A Blog by Jonathan Low

 

Dec 8, 2012

Why Insurance Companies Are Opposed to Raising Medicare Age Eligibility

People are living longer. They are more aware of health risks like smoking, eating the wrong foods, drinking too much. And they are doing something about it. Exercising, making healthier meals, reassessing their lifestyles.

So it makes theoretical sense to increase the age of Medicare eligibility. If people are healthier, they will probably not need as much health care as soon. And while this specific example refers to US health care, the broader questions about age and eligibility are global.

It may then come as no surprise that the health insurance industry is wary of raising eligibility standards and prepared to oppose the concept. The reason, as the following article explains, is that they fear it will increase their exposure. While the general trend is longer life in the US and other developed countries, those who are sick, are very, very sick. And, as a result, need intensive, expensive long term care. Which the insurers believe is economically disadvantageous. They are particularly nervous following the recent spate of elections in the US, France and China, where governments more sympathetic to the plight of their people are in power.

The countervailing force that drives this opposition is that the great wave of Baby Boomers are about to enter the declining years of their lives. A tidal wave of the old and sick may bankrupt insurers, hospitals and other health care providers. And if those people are also living longer, it means that the cost of their care will increase as the likelihood is it will be required for longer periods of time.

If the meds dont get you, the demographics will. JL

Sahil Kapur reports in TPM:
It may seem counter-intuitive: why would an industry threatened by government insurance not want it to shrink? The reason: hiking the Medicare eligibility age would throw seniors aged 65 and 66 off Medicare and into the private market, forcing insurers, who will soon be required to cover all consumers regardless of health status, to care for a sicker, more expensive crop of patients.

The possibility that Democratic and Republican leaders will agree to slowly increase the Medicare eligibility age to 67 is creating strange bedfellows: liberals — both in and out of Congress — and the health insurance industry.

A well-placed industry source tells TPM insurers haven’t taken a public position but are skeptical of the idea, particularly those insurers that don’t cover elderly patients via Medicare Advantage, supplemental Medigap coverage or prescription drug coverage.
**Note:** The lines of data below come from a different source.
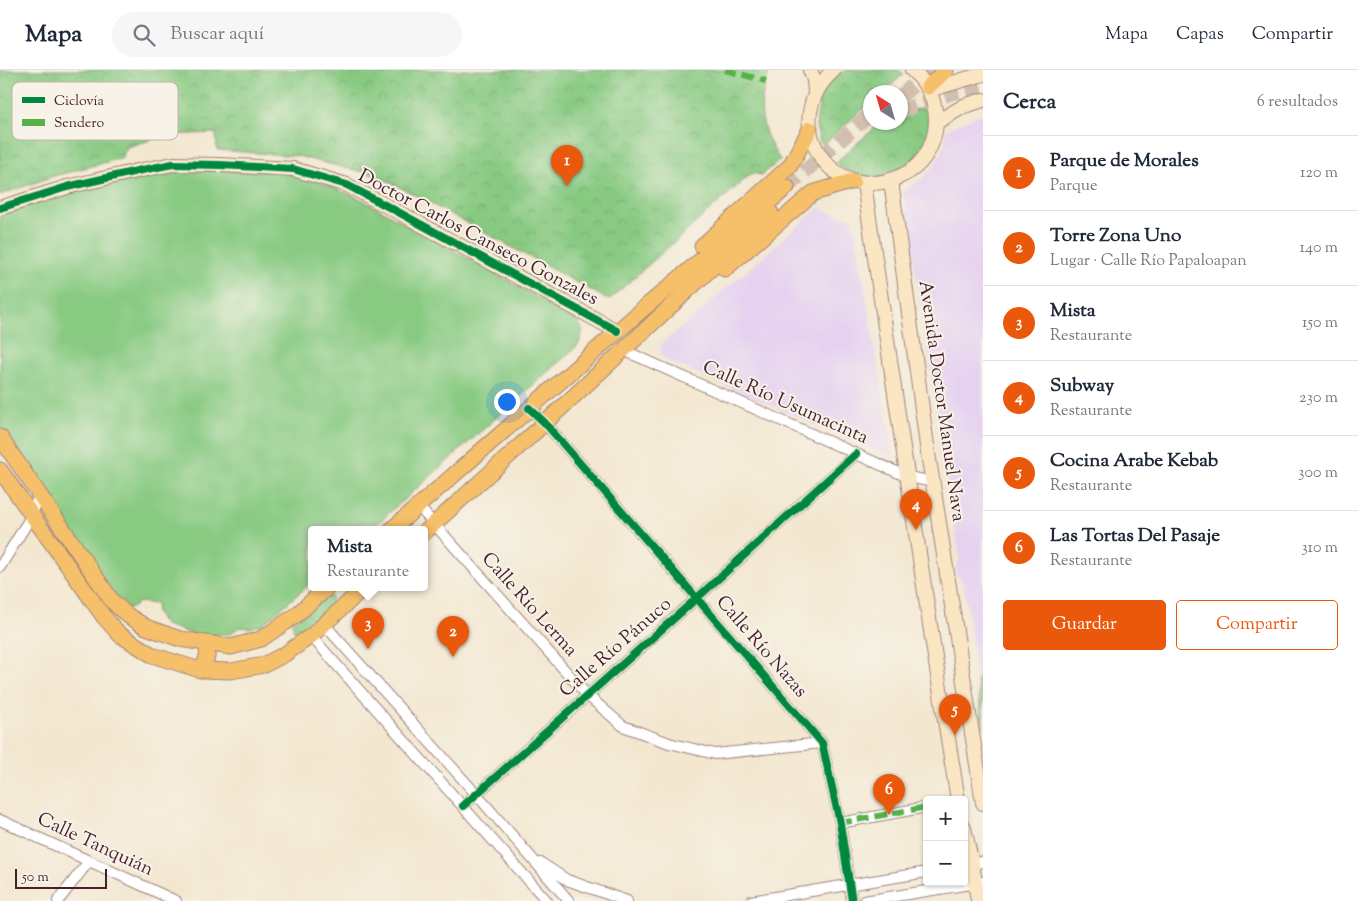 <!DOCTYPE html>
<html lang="es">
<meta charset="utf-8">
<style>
:root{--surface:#fff;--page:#f6f6f7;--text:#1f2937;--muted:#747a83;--line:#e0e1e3;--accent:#ea580c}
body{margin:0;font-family:"Sorts Mill Goudy",serif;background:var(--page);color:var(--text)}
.controls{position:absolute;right:15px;bottom:15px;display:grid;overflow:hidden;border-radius:5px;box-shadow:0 1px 4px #0004}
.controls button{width:45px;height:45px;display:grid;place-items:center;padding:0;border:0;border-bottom:1px solid var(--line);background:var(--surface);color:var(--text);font:25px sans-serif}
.compass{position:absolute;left:863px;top:15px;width:45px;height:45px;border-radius:50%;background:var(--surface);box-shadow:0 1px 4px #0004;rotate:323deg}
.scale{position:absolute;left:15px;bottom:12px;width:92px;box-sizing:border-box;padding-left:5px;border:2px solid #4a1f2b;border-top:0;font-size:14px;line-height:18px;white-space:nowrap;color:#4a1f2b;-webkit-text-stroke:4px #f7f3e8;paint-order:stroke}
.you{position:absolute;left:506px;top:331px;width:18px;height:18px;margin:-12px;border:4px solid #fff;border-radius:50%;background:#1a73e8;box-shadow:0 0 0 8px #1a73e833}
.badge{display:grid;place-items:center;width:32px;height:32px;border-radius:50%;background:var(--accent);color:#fff;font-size:16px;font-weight:700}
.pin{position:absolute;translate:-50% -41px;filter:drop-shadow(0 1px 2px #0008)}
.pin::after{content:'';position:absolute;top:26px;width:18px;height:15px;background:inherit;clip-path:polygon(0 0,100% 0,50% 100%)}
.popup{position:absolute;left:308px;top:456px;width:120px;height:65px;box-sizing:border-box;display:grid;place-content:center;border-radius:5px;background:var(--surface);filter:drop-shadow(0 1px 4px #0005);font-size:16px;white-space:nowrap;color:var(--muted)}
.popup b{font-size:19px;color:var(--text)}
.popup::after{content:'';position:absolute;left:50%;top:100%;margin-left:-10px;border:10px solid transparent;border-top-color:var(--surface)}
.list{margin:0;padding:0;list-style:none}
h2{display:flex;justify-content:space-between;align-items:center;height:65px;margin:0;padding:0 20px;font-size:21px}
h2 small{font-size:16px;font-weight:400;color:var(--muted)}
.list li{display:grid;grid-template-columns:32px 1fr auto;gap:15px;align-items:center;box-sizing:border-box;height:75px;padding:0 20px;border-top:1px solid var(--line)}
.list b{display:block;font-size:19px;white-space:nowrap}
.list p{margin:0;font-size:16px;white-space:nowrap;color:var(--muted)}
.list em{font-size:16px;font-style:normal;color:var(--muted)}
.actions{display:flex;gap:10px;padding:15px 20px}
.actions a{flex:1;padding:11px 0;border:1px solid var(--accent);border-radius:5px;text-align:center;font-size:18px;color:var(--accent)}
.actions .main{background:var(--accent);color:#fff}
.icon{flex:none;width:28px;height:28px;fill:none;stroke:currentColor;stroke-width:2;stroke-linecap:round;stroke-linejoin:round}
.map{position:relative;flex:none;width:983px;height:831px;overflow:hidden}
header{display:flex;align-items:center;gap:30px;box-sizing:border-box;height:70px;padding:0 25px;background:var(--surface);border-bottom:1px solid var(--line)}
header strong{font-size:24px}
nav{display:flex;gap:28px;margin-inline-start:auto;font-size:18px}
.search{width:350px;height:45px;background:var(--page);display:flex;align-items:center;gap:12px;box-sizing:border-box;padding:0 18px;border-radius:28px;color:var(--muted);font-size:19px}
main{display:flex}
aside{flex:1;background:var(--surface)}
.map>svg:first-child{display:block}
</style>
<header>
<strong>Mapa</strong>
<div class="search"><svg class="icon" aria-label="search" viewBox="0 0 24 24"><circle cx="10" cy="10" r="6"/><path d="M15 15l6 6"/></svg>Buscar aquí</div>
<nav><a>Mapa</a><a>Capas</a><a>Compartir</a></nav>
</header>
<main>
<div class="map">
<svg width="983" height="831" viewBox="0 0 983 831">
<defs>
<pattern id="park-crowns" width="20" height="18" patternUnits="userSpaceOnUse" patternTransform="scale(1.25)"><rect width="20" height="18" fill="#88ca82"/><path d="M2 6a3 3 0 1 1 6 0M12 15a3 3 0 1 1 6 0" fill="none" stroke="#77ad70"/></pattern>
</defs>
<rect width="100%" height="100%" fill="#f7f3e8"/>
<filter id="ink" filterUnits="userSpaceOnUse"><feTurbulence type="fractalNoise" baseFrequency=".02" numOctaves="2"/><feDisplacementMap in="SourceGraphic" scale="10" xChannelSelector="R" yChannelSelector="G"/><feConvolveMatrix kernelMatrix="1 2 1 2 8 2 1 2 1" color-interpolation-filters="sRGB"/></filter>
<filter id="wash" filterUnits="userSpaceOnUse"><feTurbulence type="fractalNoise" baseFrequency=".0096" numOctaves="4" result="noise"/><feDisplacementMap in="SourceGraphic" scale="20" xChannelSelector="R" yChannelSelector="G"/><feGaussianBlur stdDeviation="1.12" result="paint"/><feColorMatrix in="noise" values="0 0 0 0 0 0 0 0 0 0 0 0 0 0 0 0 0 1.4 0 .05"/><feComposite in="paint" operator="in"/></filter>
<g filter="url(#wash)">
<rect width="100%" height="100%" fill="#f3e7d0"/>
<path fill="#e6d2f0" d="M983,43v616l-16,-123 -4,-25 -4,-3 -3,-5v-5l1,-5 3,-3 -57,-369 18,-11 14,-15 9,-19 2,-16z
M820,137l8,5 15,5 10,1 40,236 -4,3 -225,-98 -3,-5 -1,-6 2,-4z"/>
<path fill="#88ca82" stroke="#697456" d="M216,100l55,1 39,7 51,21 212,118c11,10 11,15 5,28l-208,185h-58v52l-50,43 -13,3 -10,-1 -9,7 -34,1 -31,-10 -5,-6 -4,-8 1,-7 -19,-2 -3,4 -6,3 -6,-2 -123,-177v-216c54,-17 111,-36 167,-42 16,-2 33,-2 49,-2z"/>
<path fill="url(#park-crowns)" stroke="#697456" d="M0,0h770c-14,36 -11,58 10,90l-18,15 -10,-2 -143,127 -188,-102 -46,-23 -78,-19 -80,-6 -1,-17 -50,2 -39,12 -5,11 -68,18 -54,19z
M846,0h52l6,4 -21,18h-12l-1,11 -47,42 -3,-3 -4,-15 4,-31 9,-13z
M928,35c1,5 3,11 3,16 0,24 -21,49 -44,55 -8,2 -16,1 -24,0 -10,-2 -20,-6 -27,-14l44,-39 21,-1v-7z
M323,526l9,1 -2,12 -27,24 -9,-1 -2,-10z
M983,604v55l-6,-50z"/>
</g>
<g filter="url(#ink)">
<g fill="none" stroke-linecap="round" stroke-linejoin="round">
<path stroke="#d1bfaf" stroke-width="15" stroke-dasharray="15 8" stroke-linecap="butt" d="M901,26l29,-26
M901,41l50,-18 32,-8
M787,117l84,-74"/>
<defs>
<path id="street" d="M623,280l285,127 26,5
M529,338l16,15 277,320 18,80 12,78
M418,436l169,189 36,31 46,17 46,11 107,-11
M0,497l32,-52 7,-21
M324,554l152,170 93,107
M311,566l236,265
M463,736l234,-208 159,-144
M0,750l176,81
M840,753l87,-16
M541,793l26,17 60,21
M964,795l19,-3
M58,831l31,-40
M751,831l176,-29
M864,831l119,-19"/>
<path id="secondary" d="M810,0l4,10 1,13
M834,0c-59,52 -2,140 69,105 18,-8 29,-26 32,-44 4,-23 -5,-46 -23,-61
M929,20l54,-16
M937,52l27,-16 19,-6
M891,111l37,272 55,350
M864,113c30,206 60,412 94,617
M0,138l67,-21 70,-16 36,-7 47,1 73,4 54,16 53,28 217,118
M964,758l8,36 6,37"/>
<path id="primary" d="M928,17l18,-17
M702,176l88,-80 20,-37
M725,199l88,-76 40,-12
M0,367l112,164 15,14 19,12 34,12 51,8 30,-8 34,-23 32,-28
M0,400l104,147 15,17 33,21 48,15 31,1 33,-6 21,-11 26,-18 53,-48
M391,460l252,-221 144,-122
M424,463l121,-110 226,-210
M200,600c7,-9 9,-15 6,-26"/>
</defs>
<use href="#street" stroke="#9e837e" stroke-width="12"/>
<use href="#secondary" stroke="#9e837e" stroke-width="16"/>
<use href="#primary" stroke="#9e837e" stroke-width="17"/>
<use href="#street" stroke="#fff" stroke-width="10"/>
<use href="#secondary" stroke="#fbe6c4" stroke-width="14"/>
<use href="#primary" stroke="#f6c06b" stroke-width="15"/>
<path stroke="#57b146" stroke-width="6" stroke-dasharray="12 6" stroke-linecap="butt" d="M725,0l41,11
M840,753l87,-16"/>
<defs>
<path id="cycleway" d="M0,138l67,-21 70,-16 36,-7 47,1 73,4 54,16 53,28 217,118
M529,338l16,15 277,320 18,80 12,78
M463,736l234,-208 159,-144"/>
</defs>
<use href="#cycleway" stroke="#f7f3e8" stroke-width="11"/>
<use href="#cycleway" stroke="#00873e" stroke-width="8"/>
</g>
</g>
<g text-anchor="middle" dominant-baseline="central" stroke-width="4" stroke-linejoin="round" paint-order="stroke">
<g font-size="19" fill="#4a1f2b" stroke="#f7f3e8">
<text transform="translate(478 168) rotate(28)">Doctor Carlos Canseco Gonzales</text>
<text transform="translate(941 331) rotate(82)">Avenida Doctor Manuel Nava</text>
<text transform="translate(785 333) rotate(24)">Calle Río Usumacinta</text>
<text transform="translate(529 535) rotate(48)">Calle Río Lerma</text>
<text transform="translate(761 577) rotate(49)">Calle Río Nazas</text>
<text transform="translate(616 578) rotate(-41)">Calle Río Pánuco</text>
<text transform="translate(95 775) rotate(25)">Calle Tanquián</text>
</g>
</g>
<rect x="12" y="12" width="166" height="58" rx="8" fill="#f7f3e8" stroke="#c3b3af" stroke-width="1"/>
<rect x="22" y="27" width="23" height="6" fill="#00873e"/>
<rect x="22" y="49" width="23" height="7" fill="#57b146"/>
<g font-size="14" fill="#4a1f2b">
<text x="54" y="35">Ciclovía</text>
<text x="54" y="57">Sendero</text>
</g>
</svg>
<div class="controls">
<button>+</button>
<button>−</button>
</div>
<svg class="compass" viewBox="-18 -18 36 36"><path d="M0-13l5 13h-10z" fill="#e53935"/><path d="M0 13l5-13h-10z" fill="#747a83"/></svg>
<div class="scale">50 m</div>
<div class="you"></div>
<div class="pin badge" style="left:567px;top:116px">1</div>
<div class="pin badge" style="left:453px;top:587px">2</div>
<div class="pin badge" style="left:368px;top:579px">3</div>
<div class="popup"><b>Mista</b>Restaurante</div>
<div class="pin badge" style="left:916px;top:460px">4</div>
<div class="pin badge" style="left:955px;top:665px">5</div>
<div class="pin badge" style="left:889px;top:745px">6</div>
</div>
<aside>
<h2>Cerca<small>6 resultados</small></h2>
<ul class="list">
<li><span class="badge">1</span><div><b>Parque de Morales</b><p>Parque</p></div><em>120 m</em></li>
<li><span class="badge">2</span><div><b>Torre Zona Uno</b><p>Lugar · Calle Río Papaloapan</p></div><em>140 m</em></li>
<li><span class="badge">3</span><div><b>Mista</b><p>Restaurante</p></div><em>150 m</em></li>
<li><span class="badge">4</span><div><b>Subway</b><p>Restaurante</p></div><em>230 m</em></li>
<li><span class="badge">5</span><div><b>Cocina Arabe Kebab</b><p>Restaurante</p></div><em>300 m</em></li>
<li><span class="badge">6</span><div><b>Las Tortas Del Pasaje</b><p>Restaurante</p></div><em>310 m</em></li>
</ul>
<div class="actions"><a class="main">Guardar</a><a>Compartir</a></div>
</aside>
</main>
House Republican leaders want to avoid the fiscal cliff with a proposal that would gradually raise the Medicare eligibility age to 67. Democrats are reluctant to cut benefits, but President Obama was willing to accept the policy last year in failed negotiations with House Speaker John Boehner, and top Democrats have left the door open to including that measure in a large deficit reduction deal.

“The risk pool issue is important,” the insurance industry source said. “[I]f you add more older and sicker people to the pool, that’s definitely going to have an impact on premiums.”

The policy would save the federal government $113 billion over a decade, according to the Congressional Budget Office. But it achieves that by raising the cost of private insurance: the Kaiser Family Foundation projected that a Medicare age of 67 would raise costs for under-65 patients by an average of $141 in 2014. (In practice it would be phased in.)

Starting in 2014, the Affordable Care Act will forbid insurers from turning people away or charging them different prices on the basis of age or health status. So for the first time in about half a century, they’d be chiefly responsible for patients aged 65 and 66. The specter of rising costs worries insurers, who see the ongoing spiral as an existential threat to their industry.

The age hike would have other ripple effects. Businesses that provide insurance would have to pay for two more years of coverage for elderly employees when their medical expenses tend to be highest. The higher overall costs would be borne by individuals who purchase insurance on the exchanges as well as employers who provide it.

In short, raising the Medicare age would save the government money by shifting costs to the less efficient private market — that is, businesses and consumers who buy coverage and the insurers who would have to provide it. And they won’t necessarily take that reform lying down.